So this is what burnout feels like? Strange. Whatever you do, don’t take your day off too seriously. Learn to kick back, relax and go nowhere near bananas.
It finally happened. I got up on a Sunday – a sunny one at that – and didn’t feel like cycling; a strange sensation. Despite having cycled only 60 miles at a fairly leisurely pace the day before, it seemed that the 1,050 miles of August had finally caught up with me. Fighting a weird concoction of guilt, relief and the unknown I put myself not on a saddle but in the shower and went about my day.
Usually, a weekend rest day would involve at least 30-40 miles at a steady pace, followed by lunch with the guys at Le Sportif. This Sunday? Nothing. Not a single stroke. And do you know what? I feel great as a result…
Despite the obvious benefits of rest – muscle recovery, mental recovery – and the fact it helps make us stronger, getting a dedicated cyclist to cease chewing on his or her handlebars is usually one of those curious impossibilities of life. Programmes like Strava don’t help either; should I be cycling if the competition is?
But how to rest? Instead of catching up on life, crossing those pesky tasks off your mental or physical to-do list (depending on how organised you are) and indulging in a lunch that isn’t based solely around sugar or bananas, many cyclists get serious and spend the day stretching, stressing and over thinking what it takes to recover.

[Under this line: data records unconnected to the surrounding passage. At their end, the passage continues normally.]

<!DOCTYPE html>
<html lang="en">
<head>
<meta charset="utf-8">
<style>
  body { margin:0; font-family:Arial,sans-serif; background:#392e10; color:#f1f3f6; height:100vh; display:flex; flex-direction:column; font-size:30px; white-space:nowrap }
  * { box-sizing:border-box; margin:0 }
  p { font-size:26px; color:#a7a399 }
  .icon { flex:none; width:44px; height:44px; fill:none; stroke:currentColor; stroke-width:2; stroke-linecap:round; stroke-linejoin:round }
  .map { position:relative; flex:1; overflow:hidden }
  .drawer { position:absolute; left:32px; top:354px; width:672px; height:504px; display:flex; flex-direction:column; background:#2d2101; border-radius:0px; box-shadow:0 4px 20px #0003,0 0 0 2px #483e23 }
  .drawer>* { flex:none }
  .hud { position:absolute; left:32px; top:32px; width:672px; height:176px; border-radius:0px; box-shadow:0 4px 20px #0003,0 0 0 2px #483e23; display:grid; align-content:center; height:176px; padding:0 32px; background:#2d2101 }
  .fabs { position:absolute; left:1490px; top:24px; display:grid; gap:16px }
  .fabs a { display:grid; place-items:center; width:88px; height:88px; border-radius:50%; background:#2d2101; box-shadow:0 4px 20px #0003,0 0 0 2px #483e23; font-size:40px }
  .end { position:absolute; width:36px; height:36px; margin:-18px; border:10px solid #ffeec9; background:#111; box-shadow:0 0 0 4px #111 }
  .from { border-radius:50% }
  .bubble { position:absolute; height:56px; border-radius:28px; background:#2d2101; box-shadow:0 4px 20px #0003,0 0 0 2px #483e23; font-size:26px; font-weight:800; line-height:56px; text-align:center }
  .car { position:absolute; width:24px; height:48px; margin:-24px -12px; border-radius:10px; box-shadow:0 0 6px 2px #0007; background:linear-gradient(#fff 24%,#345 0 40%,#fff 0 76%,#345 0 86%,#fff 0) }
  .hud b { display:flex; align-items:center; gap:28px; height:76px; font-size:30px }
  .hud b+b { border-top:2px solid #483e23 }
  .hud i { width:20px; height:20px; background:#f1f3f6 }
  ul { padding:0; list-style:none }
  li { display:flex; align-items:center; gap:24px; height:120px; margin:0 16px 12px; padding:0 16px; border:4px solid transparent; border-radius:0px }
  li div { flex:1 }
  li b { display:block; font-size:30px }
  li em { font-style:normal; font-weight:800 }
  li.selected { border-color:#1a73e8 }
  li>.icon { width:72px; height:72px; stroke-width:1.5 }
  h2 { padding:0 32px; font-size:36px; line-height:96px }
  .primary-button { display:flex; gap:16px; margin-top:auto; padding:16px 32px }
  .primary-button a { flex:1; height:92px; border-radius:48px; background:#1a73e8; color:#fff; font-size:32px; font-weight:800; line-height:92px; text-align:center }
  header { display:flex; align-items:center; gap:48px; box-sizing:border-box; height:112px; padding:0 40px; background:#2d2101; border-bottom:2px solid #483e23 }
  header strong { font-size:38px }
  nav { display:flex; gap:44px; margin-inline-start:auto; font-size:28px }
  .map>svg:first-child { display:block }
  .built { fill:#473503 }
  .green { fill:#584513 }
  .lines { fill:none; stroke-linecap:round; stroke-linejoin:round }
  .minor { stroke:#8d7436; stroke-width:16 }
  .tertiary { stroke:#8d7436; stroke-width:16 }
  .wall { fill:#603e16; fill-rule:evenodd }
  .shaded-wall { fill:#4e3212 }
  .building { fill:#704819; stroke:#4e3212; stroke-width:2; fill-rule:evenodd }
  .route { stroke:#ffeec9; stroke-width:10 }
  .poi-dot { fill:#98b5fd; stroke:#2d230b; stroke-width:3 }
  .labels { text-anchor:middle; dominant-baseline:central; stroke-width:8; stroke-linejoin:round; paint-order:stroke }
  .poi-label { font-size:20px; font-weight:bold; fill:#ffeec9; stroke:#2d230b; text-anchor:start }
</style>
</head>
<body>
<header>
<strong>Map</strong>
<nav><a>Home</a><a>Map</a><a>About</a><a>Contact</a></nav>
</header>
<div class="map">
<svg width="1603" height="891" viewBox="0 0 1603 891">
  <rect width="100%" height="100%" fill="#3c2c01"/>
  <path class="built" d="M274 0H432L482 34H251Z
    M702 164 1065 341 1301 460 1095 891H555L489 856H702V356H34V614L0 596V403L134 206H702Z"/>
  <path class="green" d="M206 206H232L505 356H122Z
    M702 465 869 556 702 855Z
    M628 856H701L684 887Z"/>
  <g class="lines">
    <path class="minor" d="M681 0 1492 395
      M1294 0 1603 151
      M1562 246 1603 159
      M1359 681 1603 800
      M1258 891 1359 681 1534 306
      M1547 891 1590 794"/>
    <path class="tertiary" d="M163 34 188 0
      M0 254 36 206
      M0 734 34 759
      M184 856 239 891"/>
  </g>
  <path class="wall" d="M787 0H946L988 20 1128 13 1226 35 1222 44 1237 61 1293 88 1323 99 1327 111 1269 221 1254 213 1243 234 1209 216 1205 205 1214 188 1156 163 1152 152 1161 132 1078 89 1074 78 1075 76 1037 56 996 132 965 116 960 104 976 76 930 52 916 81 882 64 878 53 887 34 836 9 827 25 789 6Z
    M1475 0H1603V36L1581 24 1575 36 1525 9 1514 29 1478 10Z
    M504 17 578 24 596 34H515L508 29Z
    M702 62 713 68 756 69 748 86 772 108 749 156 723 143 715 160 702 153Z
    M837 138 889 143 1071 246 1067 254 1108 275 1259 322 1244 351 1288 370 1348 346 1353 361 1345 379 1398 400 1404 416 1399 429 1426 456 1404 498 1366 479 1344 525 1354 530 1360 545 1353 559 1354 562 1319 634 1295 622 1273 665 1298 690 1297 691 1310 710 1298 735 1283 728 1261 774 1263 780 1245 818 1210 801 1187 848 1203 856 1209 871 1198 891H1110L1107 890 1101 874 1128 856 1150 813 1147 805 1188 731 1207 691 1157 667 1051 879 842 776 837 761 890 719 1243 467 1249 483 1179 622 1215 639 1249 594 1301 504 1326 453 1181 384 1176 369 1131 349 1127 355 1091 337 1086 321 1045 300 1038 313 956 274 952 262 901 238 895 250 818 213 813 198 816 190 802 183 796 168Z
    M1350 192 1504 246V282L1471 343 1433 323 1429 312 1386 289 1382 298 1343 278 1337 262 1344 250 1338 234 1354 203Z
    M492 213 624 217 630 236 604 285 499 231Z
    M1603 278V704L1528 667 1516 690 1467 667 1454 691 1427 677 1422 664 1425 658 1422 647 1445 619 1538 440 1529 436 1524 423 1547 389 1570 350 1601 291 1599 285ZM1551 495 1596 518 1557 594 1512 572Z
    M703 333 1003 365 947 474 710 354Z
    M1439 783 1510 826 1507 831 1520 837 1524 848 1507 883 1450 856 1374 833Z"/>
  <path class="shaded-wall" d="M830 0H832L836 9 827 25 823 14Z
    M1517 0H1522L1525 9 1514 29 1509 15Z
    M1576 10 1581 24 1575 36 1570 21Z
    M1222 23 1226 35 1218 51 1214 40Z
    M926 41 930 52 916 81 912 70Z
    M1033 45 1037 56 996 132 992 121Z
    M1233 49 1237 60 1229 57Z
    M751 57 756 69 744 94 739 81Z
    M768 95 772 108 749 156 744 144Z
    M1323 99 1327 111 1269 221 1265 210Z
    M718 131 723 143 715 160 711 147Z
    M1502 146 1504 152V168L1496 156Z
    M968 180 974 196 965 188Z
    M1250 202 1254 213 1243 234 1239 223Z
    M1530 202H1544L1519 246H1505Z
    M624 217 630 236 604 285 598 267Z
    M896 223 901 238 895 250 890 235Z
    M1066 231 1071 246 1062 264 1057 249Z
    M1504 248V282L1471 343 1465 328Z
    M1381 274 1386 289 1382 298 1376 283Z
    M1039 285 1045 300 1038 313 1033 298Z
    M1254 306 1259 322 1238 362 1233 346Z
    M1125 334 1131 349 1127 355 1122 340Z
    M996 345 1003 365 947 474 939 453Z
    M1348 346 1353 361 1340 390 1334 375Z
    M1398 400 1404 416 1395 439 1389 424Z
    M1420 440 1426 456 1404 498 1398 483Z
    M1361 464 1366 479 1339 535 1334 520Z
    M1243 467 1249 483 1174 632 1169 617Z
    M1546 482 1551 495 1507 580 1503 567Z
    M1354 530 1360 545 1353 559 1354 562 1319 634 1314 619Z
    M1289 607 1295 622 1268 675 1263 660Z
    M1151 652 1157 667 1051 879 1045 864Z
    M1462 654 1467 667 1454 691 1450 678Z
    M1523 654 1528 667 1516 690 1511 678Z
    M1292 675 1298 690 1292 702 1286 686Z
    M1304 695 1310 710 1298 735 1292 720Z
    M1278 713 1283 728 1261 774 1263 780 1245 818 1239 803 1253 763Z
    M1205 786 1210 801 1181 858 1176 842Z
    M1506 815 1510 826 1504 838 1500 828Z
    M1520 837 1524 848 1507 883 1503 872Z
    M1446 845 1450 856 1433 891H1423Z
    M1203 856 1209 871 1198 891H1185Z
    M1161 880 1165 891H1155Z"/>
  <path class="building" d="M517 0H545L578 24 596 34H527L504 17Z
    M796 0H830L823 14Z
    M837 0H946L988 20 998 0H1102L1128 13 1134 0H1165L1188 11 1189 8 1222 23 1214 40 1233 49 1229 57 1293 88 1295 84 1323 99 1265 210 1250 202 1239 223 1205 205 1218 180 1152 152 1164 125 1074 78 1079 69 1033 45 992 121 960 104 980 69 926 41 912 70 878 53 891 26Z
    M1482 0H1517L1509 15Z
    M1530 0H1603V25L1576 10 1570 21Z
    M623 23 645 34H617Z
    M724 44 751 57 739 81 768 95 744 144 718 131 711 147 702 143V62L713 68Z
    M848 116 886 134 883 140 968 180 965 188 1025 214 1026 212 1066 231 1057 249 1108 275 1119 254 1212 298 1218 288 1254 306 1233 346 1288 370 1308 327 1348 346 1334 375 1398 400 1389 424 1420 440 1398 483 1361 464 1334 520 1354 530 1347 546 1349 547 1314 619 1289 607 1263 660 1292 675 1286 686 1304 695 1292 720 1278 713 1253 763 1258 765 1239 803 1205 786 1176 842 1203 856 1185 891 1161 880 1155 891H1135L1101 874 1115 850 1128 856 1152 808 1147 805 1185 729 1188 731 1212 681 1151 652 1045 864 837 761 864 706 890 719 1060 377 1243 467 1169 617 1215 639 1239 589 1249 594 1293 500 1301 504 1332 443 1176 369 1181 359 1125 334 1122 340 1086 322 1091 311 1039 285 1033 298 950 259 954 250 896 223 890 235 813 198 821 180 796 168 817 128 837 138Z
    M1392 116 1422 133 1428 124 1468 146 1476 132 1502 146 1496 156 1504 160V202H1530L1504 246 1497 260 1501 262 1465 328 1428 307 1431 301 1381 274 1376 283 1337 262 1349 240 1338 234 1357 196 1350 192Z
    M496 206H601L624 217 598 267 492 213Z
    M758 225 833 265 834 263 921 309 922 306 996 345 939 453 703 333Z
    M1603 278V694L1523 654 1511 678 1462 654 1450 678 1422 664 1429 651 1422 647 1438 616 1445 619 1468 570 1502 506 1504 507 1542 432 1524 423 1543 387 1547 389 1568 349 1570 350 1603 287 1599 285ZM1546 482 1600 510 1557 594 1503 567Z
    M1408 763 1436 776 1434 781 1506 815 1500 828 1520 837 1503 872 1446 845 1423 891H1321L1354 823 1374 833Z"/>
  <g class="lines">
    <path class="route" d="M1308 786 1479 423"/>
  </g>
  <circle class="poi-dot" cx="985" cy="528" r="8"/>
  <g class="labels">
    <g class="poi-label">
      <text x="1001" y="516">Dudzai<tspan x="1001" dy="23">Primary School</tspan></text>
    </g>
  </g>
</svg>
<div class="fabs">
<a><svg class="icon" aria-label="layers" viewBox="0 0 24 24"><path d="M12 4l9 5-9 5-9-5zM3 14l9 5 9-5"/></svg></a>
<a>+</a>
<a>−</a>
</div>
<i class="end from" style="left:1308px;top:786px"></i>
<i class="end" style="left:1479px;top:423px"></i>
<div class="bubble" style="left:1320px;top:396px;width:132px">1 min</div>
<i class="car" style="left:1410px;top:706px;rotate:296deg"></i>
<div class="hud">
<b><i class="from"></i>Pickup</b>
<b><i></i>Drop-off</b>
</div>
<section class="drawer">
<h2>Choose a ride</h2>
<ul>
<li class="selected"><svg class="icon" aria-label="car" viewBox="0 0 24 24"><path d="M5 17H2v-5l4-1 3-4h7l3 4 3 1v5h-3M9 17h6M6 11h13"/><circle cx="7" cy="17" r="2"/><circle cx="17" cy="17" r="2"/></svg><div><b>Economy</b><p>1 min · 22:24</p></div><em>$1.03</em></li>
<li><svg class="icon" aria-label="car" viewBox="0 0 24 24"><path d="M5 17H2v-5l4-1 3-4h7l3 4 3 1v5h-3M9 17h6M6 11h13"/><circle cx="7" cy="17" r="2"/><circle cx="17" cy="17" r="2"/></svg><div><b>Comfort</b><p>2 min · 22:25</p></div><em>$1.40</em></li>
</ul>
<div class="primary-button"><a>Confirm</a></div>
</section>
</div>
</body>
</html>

Forget all that. Sit down, put your feet up, sleep, watch a film, drink a beer, sip at a coffee, eat a brownie, visit a coffee shop, take a stroll. Whatever you do, the best thing to be mindful of is mindlessness. Part of the recovery process is to make sure that your brain is happy to put your legs back on the bike. Once your brain is on its way the legs almost always follow.
Unless you’re a professional, don’t turn burnout recovery into a science. There’s no need. The day you can’t make yourself cycle at all may only come once or twice a year. Enjoy it. Making it technical would be akin to strictly timetabling Christmas Day. If I want to open all my presents at 6am I will, thank you very much; who cares if you want to do a family unwrapping at 9?